» **Assigned task**
The response must be made up of the lines in the entries below that contain "Math".

» **Input for this task**
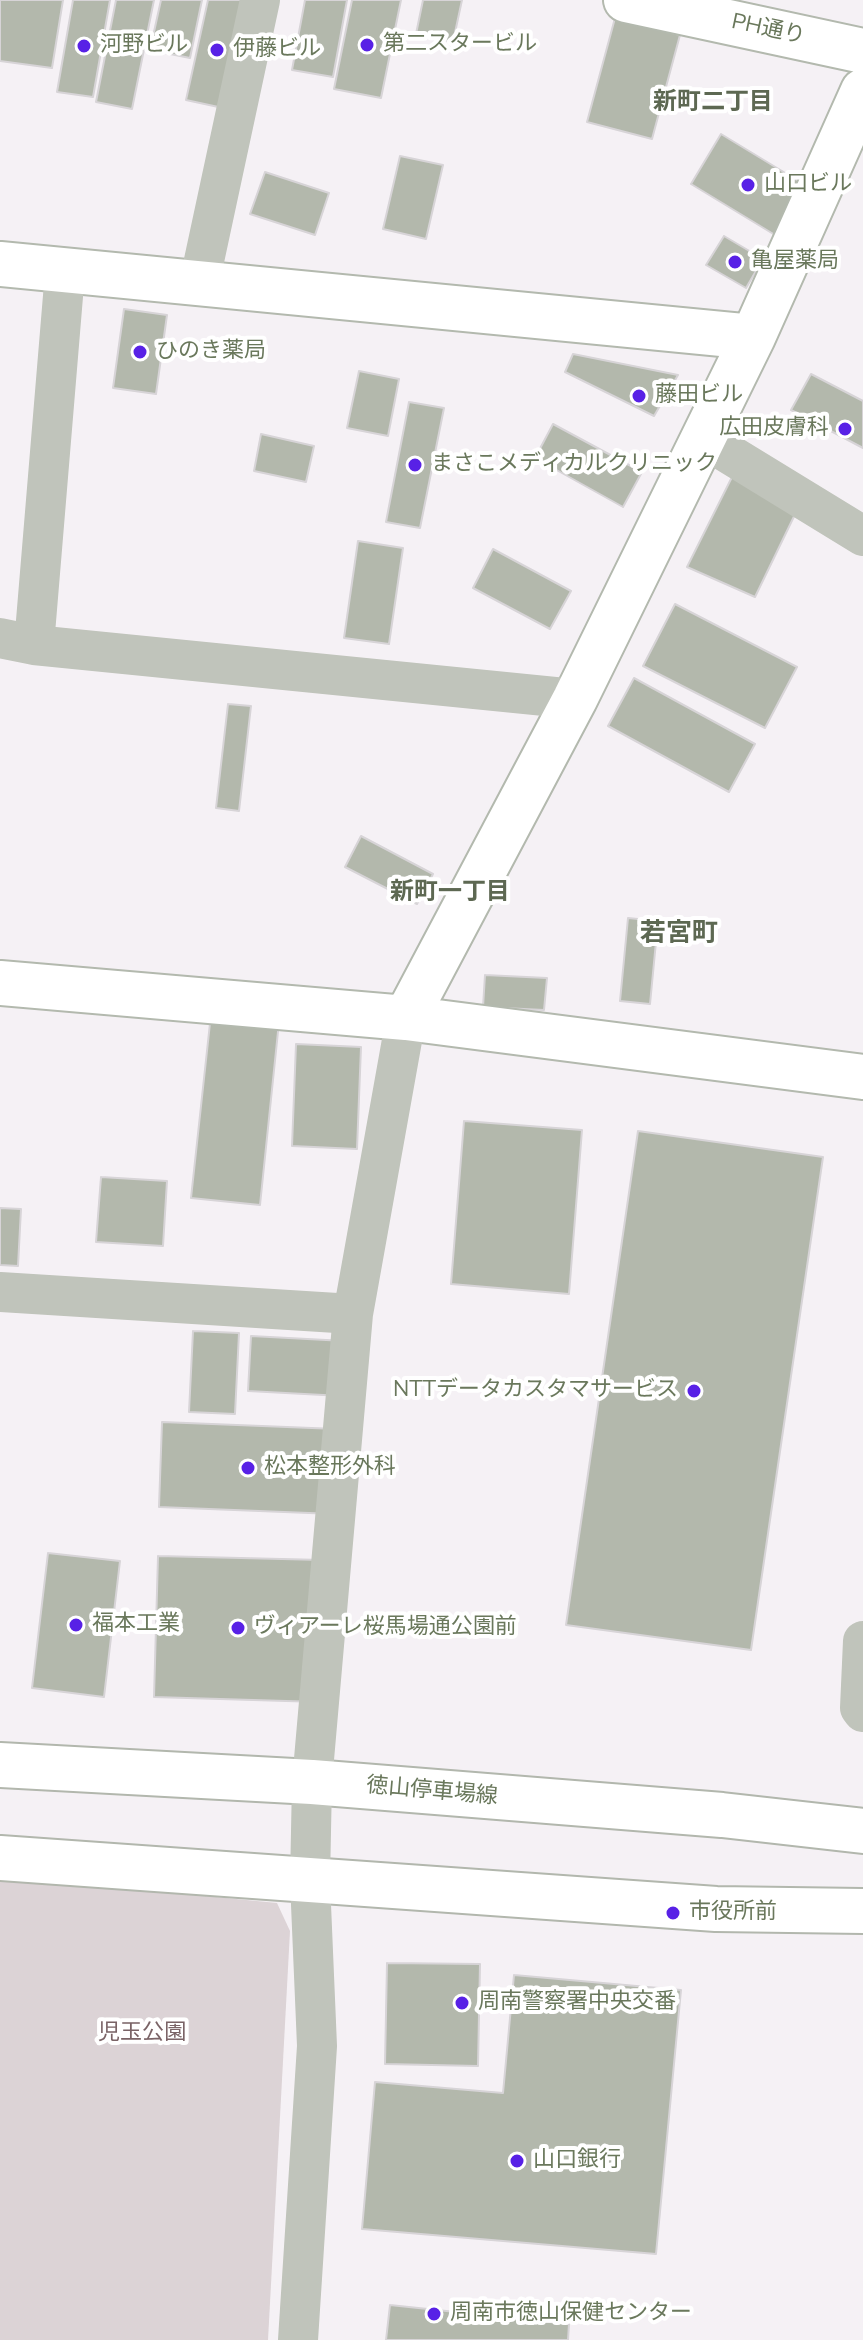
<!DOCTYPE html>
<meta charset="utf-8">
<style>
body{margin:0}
canvas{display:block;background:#f5f1f5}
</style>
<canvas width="863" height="2340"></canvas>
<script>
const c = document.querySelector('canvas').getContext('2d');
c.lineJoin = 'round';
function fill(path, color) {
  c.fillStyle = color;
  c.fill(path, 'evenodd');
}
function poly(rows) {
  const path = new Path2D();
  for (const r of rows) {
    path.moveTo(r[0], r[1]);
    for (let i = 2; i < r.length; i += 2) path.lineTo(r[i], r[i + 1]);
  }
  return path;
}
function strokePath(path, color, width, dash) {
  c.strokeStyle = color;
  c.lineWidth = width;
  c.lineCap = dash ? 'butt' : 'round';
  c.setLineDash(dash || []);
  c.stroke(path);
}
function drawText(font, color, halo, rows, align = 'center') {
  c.font = font + ' "Nunito Sans","Noto Sans JP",sans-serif';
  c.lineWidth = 8;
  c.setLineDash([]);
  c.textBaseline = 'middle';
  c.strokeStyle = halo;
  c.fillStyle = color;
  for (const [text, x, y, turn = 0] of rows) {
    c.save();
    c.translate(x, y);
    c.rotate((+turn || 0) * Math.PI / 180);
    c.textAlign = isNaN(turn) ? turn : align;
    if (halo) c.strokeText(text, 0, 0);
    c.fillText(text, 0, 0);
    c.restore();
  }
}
const green = poly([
 [0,1876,277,1903,290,1931,268,2340,0,2340]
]);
const building = poly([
 [63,0,52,68,0,61,0,0,63,0],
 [73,0,110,0,93,97,57,92,73,0],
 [116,0,154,0,132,109,96,102,116,0],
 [161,0,202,0,190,58,150,50,161,0],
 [208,0,247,0,223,108,186,100,208,0],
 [305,0,347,0,333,77,292,70,305,0],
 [352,0,401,0,381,98,334,89,352,0],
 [423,0,462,0,453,42,416,34,423,0],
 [615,18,680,35,652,139,587,122,615,18],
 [721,134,805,185,775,235,691,184,721,134],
 [400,156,443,165,426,239,383,229,400,156],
 [265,172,329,193,315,235,250,214,265,172],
 [724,236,763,259,746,288,706,265,724,236],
 [124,309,167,315,156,394,113,388,124,309],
 [573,354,678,375,654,416,565,372,573,354],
 [359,371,399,379,388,436,347,428,359,371],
 [811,374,863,401,863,448,791,410,811,374],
 [409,402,444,408,420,528,386,522,409,402],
 [553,424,642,472,623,507,535,458,553,424],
 [261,434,314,446,306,482,254,471,261,434],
 [735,471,801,502,755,597,687,567,735,471],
 [358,541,403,548,389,644,344,638,358,541],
 [493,549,571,591,550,629,473,588,493,549],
 [675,604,797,667,765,728,643,666,675,604],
 [634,678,755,744,729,792,608,726,634,678],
 [228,704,251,706,239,811,216,808,228,704],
 [361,836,433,874,417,904,345,867,361,836],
 [628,918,658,921,650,1004,620,1001,628,918],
 [485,975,547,978,544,1010,483,1007,485,975],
 [211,1014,279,1022,260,1205,191,1198,211,1014],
 [296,1044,361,1047,357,1149,292,1146,296,1044],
 [464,1121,582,1130,569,1294,451,1284,464,1121],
 [638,1131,823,1157,751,1650,566,1625,638,1131],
 [101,1177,167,1181,163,1246,96,1242,101,1177],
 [0,1208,21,1209,18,1266,0,1265,0,1208],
 [193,1331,239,1333,235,1414,189,1412,193,1331],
 [251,1336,345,1341,342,1396,248,1391,251,1336],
 [162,1422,337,1429,334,1514,159,1507,162,1422],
 [48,1553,120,1561,104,1697,32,1688,48,1553],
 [158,1556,323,1560,319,1702,154,1697,158,1556],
 [387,1963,480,1964,478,2066,385,2064,387,1963],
 [514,1975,681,1990,656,2254,362,2229,375,2082,503,2093,514,1975],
 [390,2305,569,2324,568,2340,386,2340,390,2305]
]);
const street = poly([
 [199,284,260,0],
 [703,438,863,536],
 [0,638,34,645,575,699],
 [34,645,65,272],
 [0,1292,353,1314],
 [863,1641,860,1708,863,1712],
 [298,2340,317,2046,310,1881,312,1782,353,1314,406,1018]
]);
const secondary = poly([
 [626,0,863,51],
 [0,264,753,337],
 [0,983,406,1018,863,1077],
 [406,1018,575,699,753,337,863,91]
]);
const primary = poly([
 [0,1765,312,1782,722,1815,863,1831],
 [0,1858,716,1909,863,1911]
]);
const markers = [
 [367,45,8,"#5821e6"],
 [84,46,8,"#5821e6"],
 [217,50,8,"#5821e6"],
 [748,185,8,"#5821e6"],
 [735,262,8,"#5821e6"],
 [140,352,8,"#5821e6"],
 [639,396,8,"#5821e6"],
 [845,429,8,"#5821e6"],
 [415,465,8,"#5821e6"],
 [694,1391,8,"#5821e6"],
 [248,1468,8,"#5821e6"],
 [76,1625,8,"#5821e6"],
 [238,1628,8,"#5821e6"],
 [673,1913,8,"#5821e6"],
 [462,2003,8,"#5821e6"],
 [517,2161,8,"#5821e6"],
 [434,2314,8,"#5821e6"]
];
const streetNames = [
 ["PH通り",768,30,12],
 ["徳山停車場線",432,1792,5]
];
const poiNames = [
 ["第二スタービル",383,45],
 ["河野ビル",100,46],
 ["伊藤ビル",233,50],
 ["山口ビル",764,185],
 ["亀屋薬局",751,262],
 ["ひのき薬局",156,352],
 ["藤田ビル",655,396],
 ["広田皮膚科",829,429,"right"],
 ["まさこメディカルクリニック",431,465],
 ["NTTデータカスタマサービス",678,1391,"right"],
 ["松本整形外科",264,1468],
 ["福本工業",92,1625],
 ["ヴィアーレ桜馬場通公園前",254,1628],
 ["市役所前",689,1913],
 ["周南警察署中央交番",478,2003],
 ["山口銀行",533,2161],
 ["周南市徳山保健センター",450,2314]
];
const parkNames = [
 ["児玉公園",142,2034]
];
const neighbourhoodNames = [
 ["新町二丁目",713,103],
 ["新町一丁目",450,893]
];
const quarterNames = [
 ["若宮町",679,935]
];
fill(green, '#dcd3d6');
fill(building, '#b3b8ac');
strokePath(building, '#d7d4d7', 2);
strokePath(secondary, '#b3b9ae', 48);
strokePath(primary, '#b2b7ad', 48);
strokePath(street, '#c0c4bb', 40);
strokePath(secondary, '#fff', 44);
strokePath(primary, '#fff', 44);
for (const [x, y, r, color] of markers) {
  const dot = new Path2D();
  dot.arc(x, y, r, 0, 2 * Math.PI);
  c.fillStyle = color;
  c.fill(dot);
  strokePath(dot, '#fff', 3);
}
drawText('22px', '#6a785c', '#fff', streetNames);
drawText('22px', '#6a785c', '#fff', poiNames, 'left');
drawText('22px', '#7a6366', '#fff', parkNames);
drawText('bold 24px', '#5d6852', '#fff', neighbourhoodNames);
drawText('bold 26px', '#5d6852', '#fff', quarterNames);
</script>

» **Completed exercise**
    c.rotate((+turn || 0) * Math.PI / 180);
  dot.arc(x, y, r, 0, 2 * Math.PI);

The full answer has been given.